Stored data
....
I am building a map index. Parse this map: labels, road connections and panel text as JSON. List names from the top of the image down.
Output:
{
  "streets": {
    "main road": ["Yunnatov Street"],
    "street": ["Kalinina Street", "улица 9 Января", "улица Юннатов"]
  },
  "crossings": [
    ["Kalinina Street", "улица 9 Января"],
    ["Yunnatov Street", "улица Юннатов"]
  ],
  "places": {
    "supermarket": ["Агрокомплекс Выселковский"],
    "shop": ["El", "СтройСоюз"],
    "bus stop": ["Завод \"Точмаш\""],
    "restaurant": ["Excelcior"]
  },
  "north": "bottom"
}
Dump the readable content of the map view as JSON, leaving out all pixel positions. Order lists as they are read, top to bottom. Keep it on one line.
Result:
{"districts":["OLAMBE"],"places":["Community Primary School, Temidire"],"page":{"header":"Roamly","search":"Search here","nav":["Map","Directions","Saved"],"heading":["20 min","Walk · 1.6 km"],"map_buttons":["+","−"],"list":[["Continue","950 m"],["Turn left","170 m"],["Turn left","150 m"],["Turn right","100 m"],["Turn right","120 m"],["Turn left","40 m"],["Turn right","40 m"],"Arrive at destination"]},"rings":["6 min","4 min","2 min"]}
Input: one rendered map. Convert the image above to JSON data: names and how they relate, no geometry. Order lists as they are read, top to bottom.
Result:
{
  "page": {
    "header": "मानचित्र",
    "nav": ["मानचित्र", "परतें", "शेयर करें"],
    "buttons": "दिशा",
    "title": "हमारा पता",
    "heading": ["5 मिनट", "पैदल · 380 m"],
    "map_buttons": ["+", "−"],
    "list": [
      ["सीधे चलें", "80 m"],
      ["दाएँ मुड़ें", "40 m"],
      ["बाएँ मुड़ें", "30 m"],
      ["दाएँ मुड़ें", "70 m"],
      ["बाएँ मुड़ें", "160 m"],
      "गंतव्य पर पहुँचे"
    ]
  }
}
....
▶ **Task objective**
Collect every line above that contains the word "names".

▶ **Exercise solution**
I am building a map index. Parse this map: labels, road connections and panel text as JSON. List names from the top of the image down.
Input: one rendered map. Convert the image above to JSON data: names and how they relate, no geometry. Order lists as they are read, top to bottom.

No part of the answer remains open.